Yep! Sorry I wasn't clear about that.
We can do that by keeping the annotation source as "BioGRID" (as opposed to "PomBase"), but add the Canto details (date, author and session ID). I've made a ticket about that:
https://sourceforge.net/p/pombase/chado/452/
The reciprocal annotations are now created automatically. I'm running a full load to test.
Have we heard back from BioGRID about how they handle symmetrical relations?
do you mean asymmetric ones (i.e Colm's paper). I am still waiting for a rely on that
v
Probably then we should send them what we think is right and they can let us know if it doesn't work for them.
This is what Val got from Jennifer Rust, which is probably enough to be getting on with:
Hi Val,
Yes, we are using a "spoke" model to enter information so we only report
interactions in a single direction and more specific guidelines on how
we define the bait and the hit in an interaction can be found here:
Direction of interactions (Bait/Hit)
http://wiki.thebiogrid.org/doku.php/curation_guide:direction_of_interactions.
The annotations are not automatically reversed in our system. For
instance if bait x:hit y are shown to interact by Affinity Capture
Western and our curators capture that our system will not automatically
add a bait y:hit x interaction by Affinity Capture Western. There will
only be a single interaction for x and y that the user can see by
querying either x or y.
It sounds like there may be a unique issue going on for the specific
paper you mentioned PMID:22681890. Usually on datasets that large we
talk with the researcher directly and automatically upload the data they
provide so hopefully the curator was in touch with Colm Ryan and can
give me some more info on why the interactions were added this way. I
will look into it and get back to you ASAP.

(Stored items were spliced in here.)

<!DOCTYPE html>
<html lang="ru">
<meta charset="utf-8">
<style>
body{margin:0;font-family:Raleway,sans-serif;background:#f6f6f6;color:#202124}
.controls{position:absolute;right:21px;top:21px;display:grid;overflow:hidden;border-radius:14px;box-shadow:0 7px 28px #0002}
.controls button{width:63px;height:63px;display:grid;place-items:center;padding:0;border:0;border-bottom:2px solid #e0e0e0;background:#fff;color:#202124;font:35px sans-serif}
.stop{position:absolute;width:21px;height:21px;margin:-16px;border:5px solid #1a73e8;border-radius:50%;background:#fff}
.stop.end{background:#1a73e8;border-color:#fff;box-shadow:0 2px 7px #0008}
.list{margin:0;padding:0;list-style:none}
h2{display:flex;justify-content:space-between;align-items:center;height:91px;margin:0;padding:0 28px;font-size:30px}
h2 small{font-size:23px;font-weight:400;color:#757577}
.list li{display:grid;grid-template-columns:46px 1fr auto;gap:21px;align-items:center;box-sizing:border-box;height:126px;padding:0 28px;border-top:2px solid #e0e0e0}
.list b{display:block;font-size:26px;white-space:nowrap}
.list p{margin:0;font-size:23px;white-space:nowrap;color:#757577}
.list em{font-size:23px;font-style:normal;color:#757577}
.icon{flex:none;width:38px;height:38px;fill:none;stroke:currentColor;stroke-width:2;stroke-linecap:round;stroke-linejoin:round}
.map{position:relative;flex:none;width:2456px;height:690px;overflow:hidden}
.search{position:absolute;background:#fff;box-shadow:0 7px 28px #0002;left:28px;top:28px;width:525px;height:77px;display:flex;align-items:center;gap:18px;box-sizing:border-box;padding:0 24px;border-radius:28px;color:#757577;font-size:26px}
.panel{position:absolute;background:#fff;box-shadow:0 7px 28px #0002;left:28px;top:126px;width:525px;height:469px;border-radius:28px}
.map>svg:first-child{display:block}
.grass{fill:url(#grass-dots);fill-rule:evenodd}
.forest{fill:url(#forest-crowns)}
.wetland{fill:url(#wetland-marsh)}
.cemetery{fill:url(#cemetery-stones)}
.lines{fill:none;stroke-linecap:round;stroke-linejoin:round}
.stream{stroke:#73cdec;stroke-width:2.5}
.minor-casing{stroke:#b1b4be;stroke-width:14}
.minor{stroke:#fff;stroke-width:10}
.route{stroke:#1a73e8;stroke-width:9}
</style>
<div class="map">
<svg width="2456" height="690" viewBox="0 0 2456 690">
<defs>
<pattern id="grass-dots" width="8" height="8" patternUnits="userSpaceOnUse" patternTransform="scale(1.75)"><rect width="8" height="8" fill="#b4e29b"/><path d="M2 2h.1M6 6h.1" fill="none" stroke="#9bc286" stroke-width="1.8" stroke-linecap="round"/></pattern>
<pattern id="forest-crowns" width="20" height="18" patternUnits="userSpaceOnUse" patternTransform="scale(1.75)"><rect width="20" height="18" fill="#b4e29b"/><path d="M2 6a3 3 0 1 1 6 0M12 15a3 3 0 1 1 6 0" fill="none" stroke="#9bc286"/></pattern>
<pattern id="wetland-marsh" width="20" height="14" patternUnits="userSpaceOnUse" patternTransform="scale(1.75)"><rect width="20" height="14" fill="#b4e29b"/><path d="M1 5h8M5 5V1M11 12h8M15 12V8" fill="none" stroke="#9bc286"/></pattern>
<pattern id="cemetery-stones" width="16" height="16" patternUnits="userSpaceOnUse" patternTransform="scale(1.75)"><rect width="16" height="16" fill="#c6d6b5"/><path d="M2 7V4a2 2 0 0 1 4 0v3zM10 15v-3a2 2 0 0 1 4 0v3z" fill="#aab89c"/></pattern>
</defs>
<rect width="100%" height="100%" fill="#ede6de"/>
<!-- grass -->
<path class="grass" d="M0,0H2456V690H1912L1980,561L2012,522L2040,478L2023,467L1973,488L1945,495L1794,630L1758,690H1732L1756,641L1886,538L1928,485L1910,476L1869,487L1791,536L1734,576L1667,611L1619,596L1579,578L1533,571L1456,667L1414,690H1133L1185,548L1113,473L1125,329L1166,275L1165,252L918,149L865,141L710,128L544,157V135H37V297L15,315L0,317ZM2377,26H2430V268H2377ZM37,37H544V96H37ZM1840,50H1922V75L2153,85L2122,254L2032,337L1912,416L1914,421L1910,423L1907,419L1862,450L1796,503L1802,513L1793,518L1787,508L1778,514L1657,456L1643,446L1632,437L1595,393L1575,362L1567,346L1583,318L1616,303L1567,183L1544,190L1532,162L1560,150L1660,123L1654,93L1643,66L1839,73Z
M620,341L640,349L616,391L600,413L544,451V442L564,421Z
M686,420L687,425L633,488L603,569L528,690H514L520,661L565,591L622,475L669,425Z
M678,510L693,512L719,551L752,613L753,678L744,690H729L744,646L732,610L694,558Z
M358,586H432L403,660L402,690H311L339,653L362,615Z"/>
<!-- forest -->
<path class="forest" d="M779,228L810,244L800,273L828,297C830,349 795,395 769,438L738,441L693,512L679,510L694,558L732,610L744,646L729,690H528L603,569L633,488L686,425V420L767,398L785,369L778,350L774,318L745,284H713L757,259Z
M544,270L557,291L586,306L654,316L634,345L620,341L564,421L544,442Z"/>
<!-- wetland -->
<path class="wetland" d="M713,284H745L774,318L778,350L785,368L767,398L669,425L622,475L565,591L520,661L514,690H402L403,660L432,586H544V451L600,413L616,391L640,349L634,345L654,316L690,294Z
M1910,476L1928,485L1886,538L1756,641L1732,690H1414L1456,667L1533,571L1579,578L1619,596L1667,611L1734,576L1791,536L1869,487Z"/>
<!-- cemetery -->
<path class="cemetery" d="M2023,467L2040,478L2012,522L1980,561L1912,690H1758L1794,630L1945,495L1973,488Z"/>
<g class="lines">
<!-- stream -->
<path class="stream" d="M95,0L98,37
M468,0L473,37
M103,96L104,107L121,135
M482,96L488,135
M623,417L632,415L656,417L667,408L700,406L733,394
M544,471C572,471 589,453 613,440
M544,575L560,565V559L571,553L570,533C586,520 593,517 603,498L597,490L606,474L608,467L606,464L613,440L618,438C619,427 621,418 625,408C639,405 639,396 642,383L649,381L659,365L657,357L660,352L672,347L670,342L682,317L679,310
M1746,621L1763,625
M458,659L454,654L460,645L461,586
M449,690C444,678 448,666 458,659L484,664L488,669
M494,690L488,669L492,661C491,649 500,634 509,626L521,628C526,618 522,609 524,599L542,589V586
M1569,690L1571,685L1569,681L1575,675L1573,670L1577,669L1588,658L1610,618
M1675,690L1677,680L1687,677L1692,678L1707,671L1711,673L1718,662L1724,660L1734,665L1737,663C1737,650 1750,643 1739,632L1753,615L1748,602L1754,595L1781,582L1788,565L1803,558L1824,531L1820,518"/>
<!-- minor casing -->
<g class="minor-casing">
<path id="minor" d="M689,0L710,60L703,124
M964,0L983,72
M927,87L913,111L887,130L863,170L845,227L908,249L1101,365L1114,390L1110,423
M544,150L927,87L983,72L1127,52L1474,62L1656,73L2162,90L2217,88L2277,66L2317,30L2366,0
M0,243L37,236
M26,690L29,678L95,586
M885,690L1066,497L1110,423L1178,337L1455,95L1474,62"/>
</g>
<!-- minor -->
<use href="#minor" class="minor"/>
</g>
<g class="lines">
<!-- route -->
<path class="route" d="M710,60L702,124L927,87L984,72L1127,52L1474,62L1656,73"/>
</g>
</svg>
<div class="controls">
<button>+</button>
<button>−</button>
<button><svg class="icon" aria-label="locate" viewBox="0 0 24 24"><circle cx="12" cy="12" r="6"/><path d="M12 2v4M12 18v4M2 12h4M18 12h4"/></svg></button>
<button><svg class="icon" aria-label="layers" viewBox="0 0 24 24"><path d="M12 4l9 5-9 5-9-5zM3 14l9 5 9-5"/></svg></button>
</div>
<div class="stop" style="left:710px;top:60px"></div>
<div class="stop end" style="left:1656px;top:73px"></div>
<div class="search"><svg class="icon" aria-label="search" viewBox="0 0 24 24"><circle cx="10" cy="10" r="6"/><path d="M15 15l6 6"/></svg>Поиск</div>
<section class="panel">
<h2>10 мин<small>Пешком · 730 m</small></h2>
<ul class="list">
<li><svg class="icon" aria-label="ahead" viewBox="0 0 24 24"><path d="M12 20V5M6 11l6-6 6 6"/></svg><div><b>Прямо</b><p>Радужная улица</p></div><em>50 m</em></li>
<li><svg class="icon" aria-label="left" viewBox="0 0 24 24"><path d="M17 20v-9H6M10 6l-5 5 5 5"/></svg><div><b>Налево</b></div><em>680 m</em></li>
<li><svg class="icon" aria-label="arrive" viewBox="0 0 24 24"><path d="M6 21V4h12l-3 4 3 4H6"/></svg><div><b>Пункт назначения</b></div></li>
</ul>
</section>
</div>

We may need to change the file format. From Jennifer Rust:
I am attaching a copy of the file we ask users to fill out when they
submit interactions directly to us. This file is formatted for easy
upload into our system and if your export script produced a file with
this format it might streamline the process of upload so that we
could eventually automate it. It is not much different from the files
you have sent previously but there are some columns in this file that
are not in the data files you sent. For example, there is a phenotype
column that must be populated for genetic interactions (we currently
use the YPO) although we are working to expand the ontologies we can
use.
The file she sent is now in Dropbox:
Dropbox/pombase/Chado/interactions/BioGRID-data-submission-spreadsheet.xls
https://www.dropbox.com/s/vs5fapbjndrnfov/BioGRID-data-submission-spreadsheet.xls?dl=0
We should go ahead with the next exchange with the format you are working on (unless it is very quick to implement).
The phenotype column will be necessarily blank for the foreseeable future. They will need to fill this in....
I envisage that once we have multigene phenotypes up and running, we can somehow add a step to collect the BIOGRID evidence (if it cannot be inferred, from the combination of allele type and phenotype term) and dump the GI input section to reduce duplication.